_Task to carry out_. Repeat the listing exactly. Pictures stay out of your copy.

_Stored data_.
*****

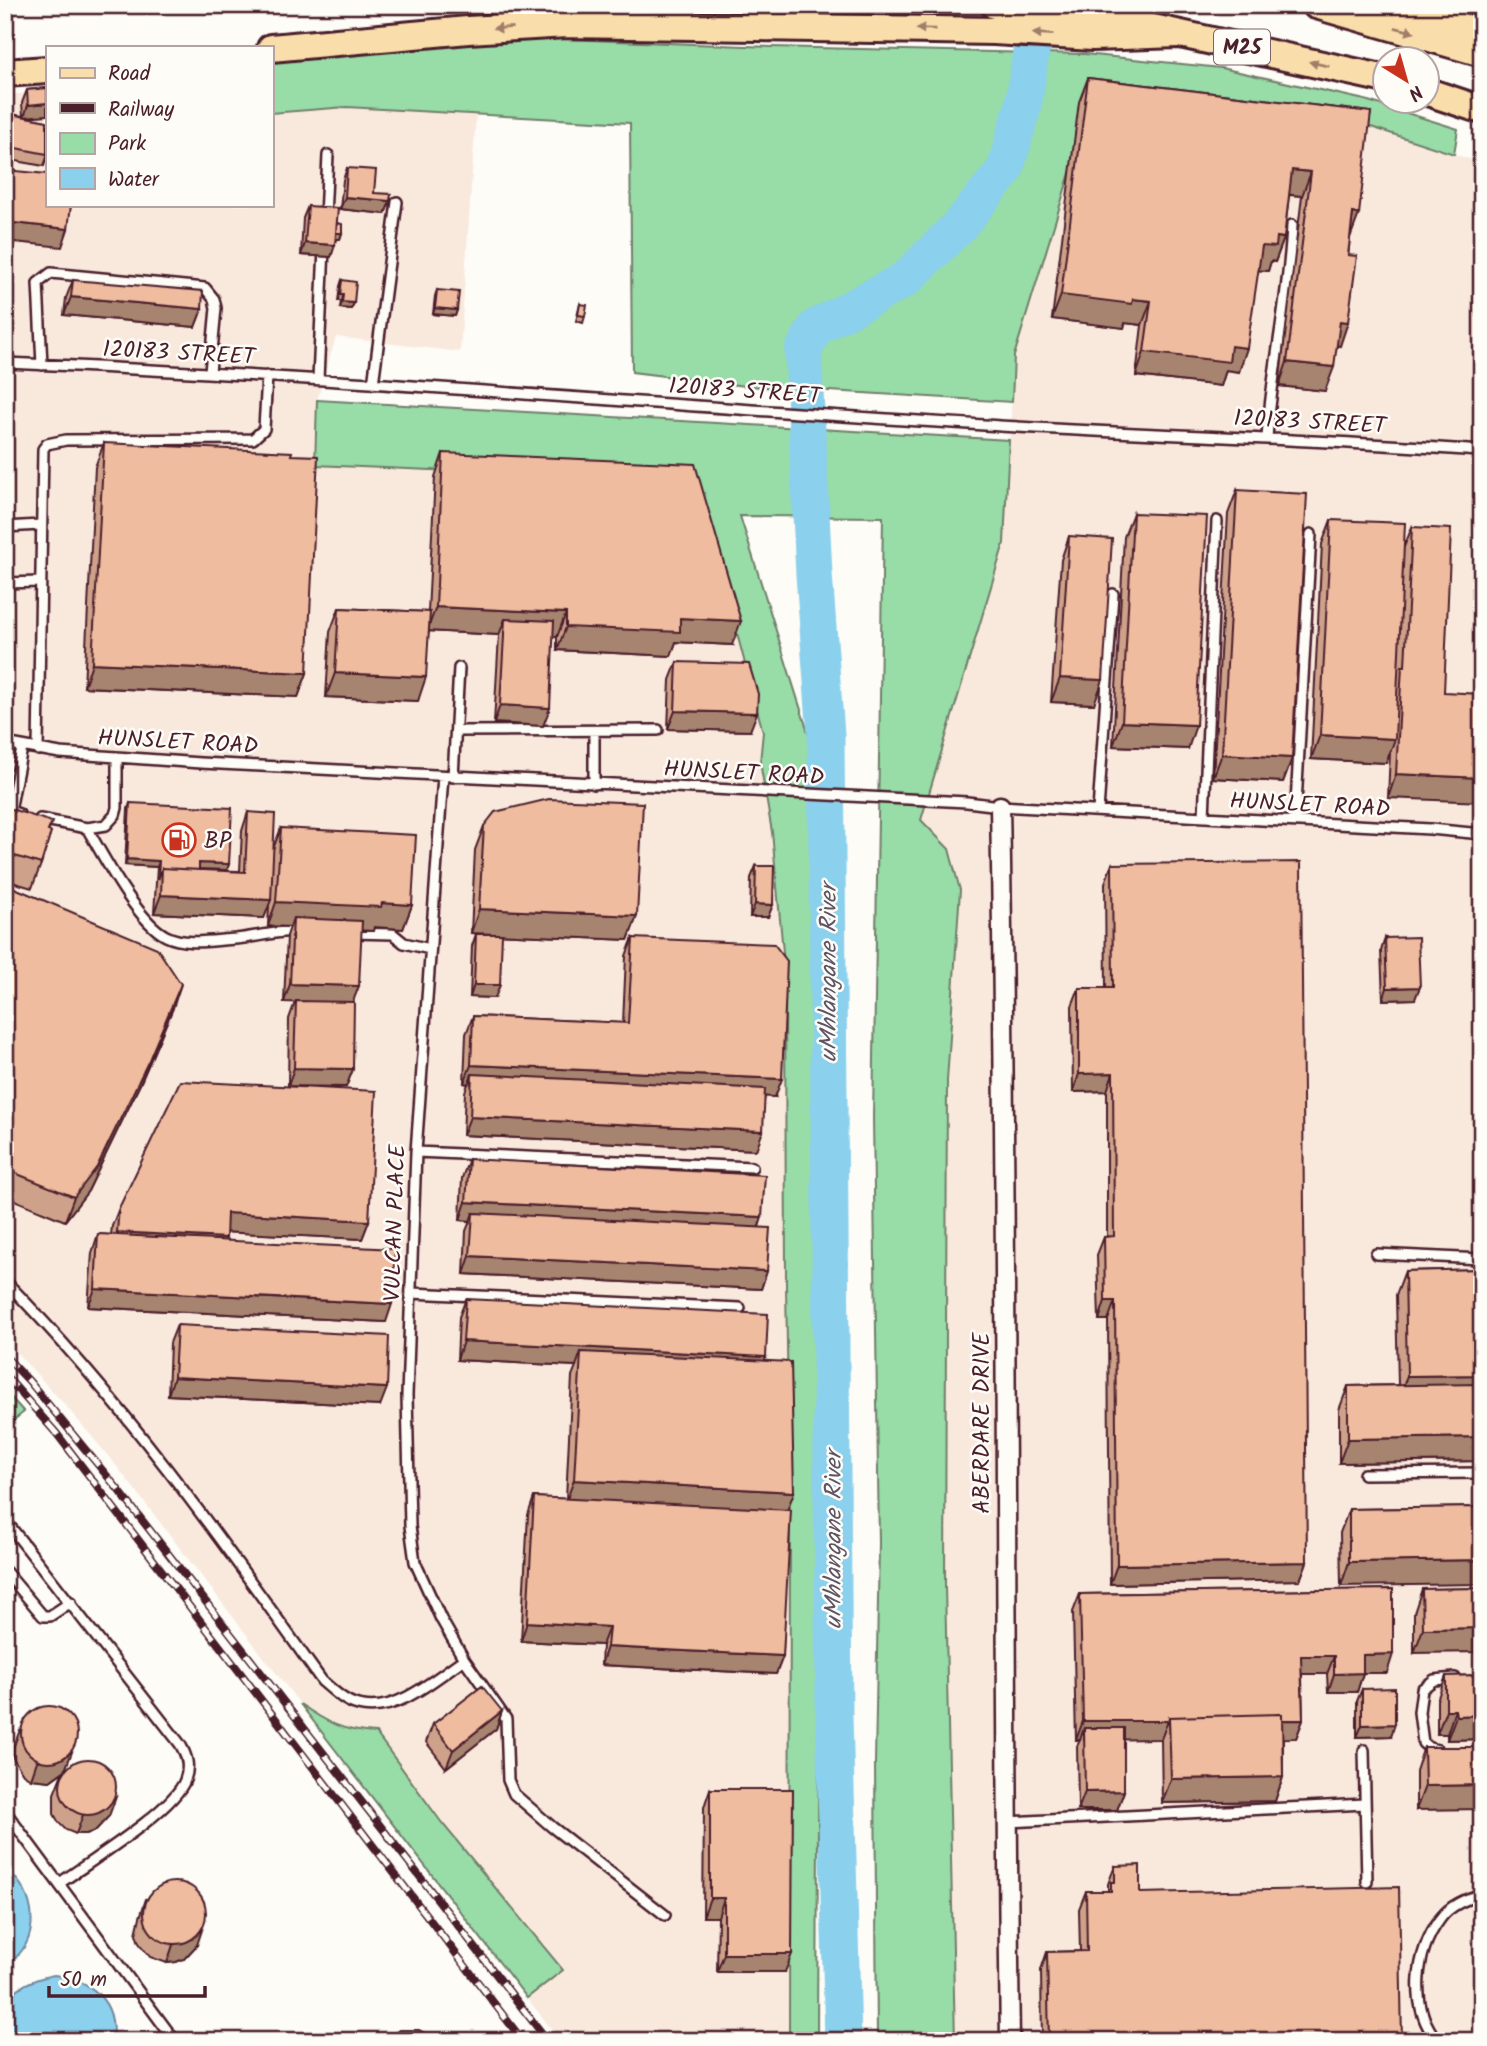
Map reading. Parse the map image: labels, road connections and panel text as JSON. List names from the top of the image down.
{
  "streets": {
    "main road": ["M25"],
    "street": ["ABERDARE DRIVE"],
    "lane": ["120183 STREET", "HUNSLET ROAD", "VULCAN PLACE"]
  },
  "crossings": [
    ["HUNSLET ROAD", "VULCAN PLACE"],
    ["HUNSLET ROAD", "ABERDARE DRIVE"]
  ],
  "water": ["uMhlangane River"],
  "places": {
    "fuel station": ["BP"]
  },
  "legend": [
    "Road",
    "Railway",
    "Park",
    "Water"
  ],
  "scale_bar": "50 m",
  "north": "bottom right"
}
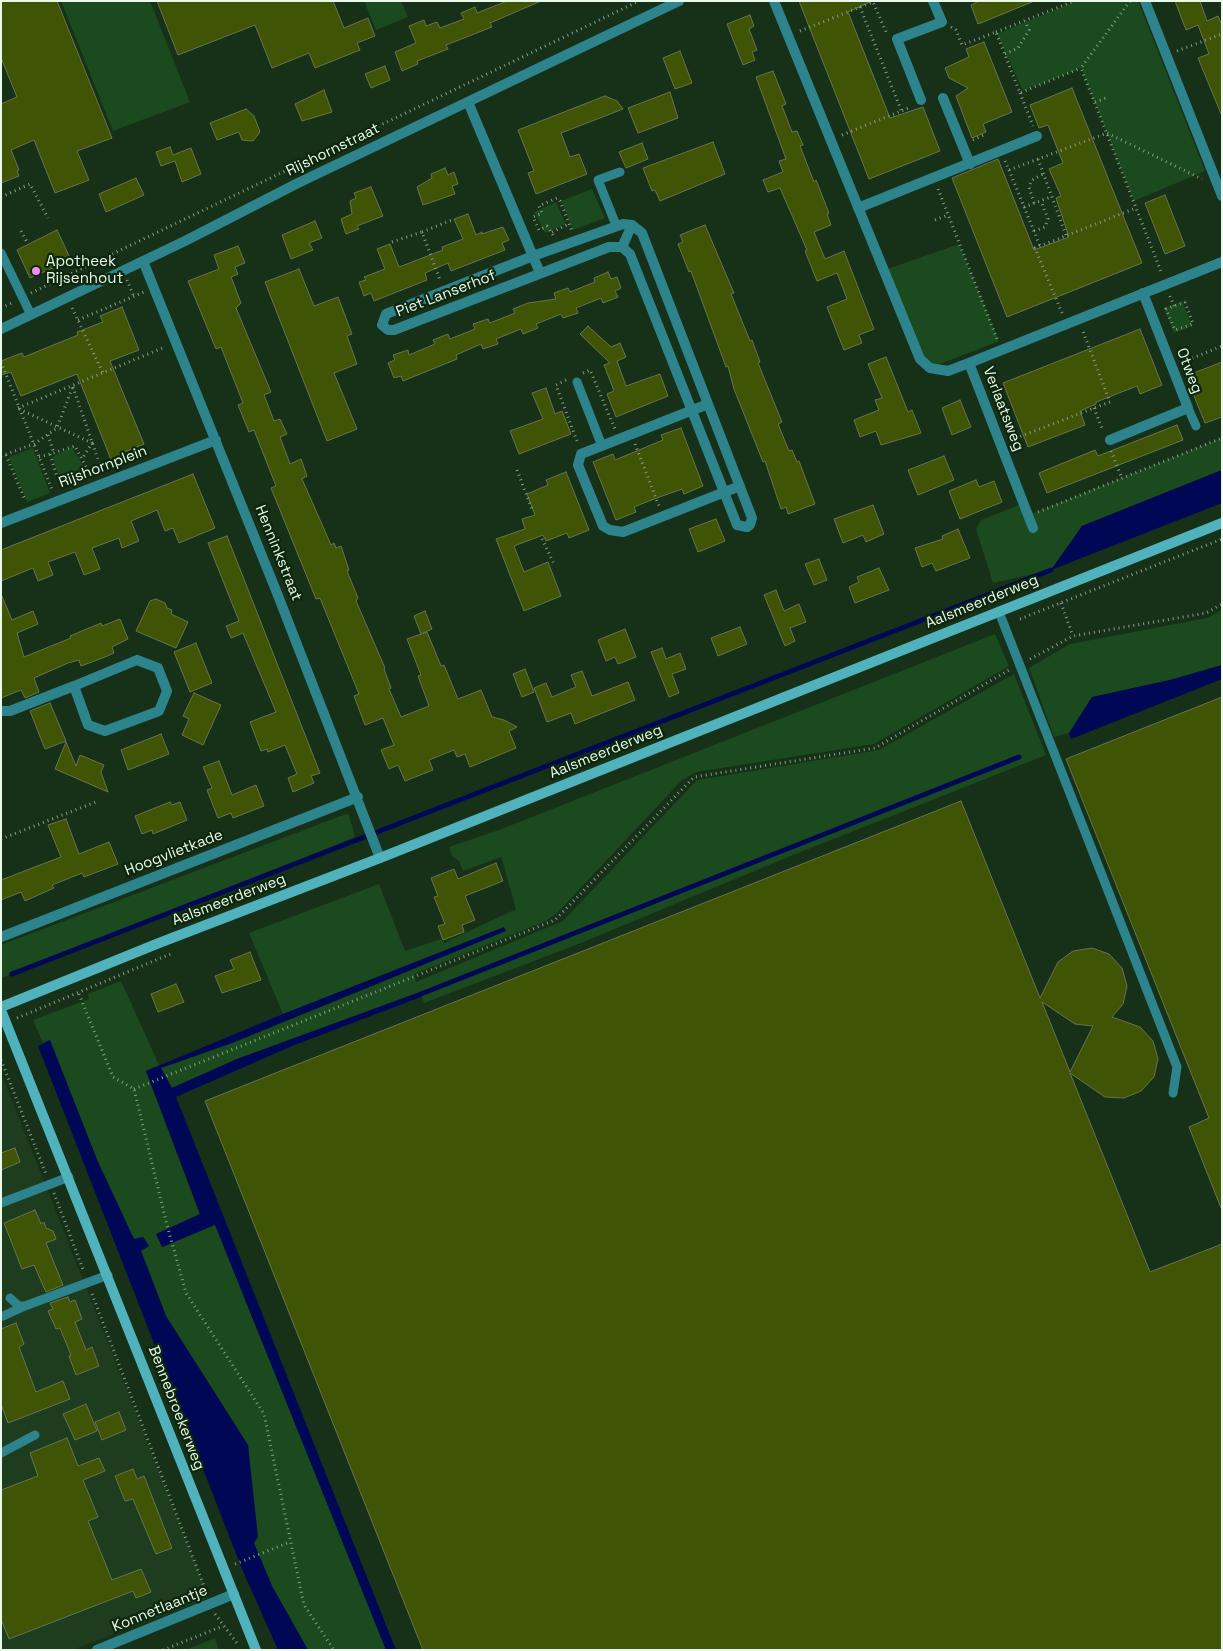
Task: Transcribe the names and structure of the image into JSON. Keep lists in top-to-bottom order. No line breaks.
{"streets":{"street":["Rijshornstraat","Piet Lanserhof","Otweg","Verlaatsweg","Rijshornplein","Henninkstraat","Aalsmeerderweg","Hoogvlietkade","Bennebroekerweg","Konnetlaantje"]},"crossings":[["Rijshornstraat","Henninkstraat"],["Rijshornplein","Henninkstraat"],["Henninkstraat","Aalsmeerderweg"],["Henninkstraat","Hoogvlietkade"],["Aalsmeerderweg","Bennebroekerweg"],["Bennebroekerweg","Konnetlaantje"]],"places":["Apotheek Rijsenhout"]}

*****

_Exercise solution_.
Map reading. Parse the map image: labels, road connections and panel text as JSON. List names from the top of the image down.
{
  "streets": {
    "main road": ["M25"],
    "street": ["ABERDARE DRIVE"],
    "lane": ["120183 STREET", "HUNSLET ROAD", "VULCAN PLACE"]
  },
  "crossings": [
    ["HUNSLET ROAD", "VULCAN PLACE"],
    ["HUNSLET ROAD", "ABERDARE DRIVE"]
  ],
  "water": ["uMhlangane River"],
  "places": {
    "fuel station": ["BP"]
  },
  "legend": [
    "Road",
    "Railway",
    "Park",
    "Water"
  ],
  "scale_bar": "50 m",
  "north": "bottom right"
}
Task: Transcribe the names and structure of the image into JSON. Keep lists in top-to-bottom order. No line breaks.
{"streets":{"street":["Rijshornstraat","Piet Lanserhof","Otweg","Verlaatsweg","Rijshornplein","Henninkstraat","Aalsmeerderweg","Hoogvlietkade","Bennebroekerweg","Konnetlaantje"]},"crossings":[["Rijshornstraat","Henninkstraat"],["Rijshornplein","Henninkstraat"],["Henninkstraat","Aalsmeerderweg"],["Henninkstraat","Hoogvlietkade"],["Aalsmeerderweg","Bennebroekerweg"],["Bennebroekerweg","Konnetlaantje"]],"places":["Apotheek Rijsenhout"]}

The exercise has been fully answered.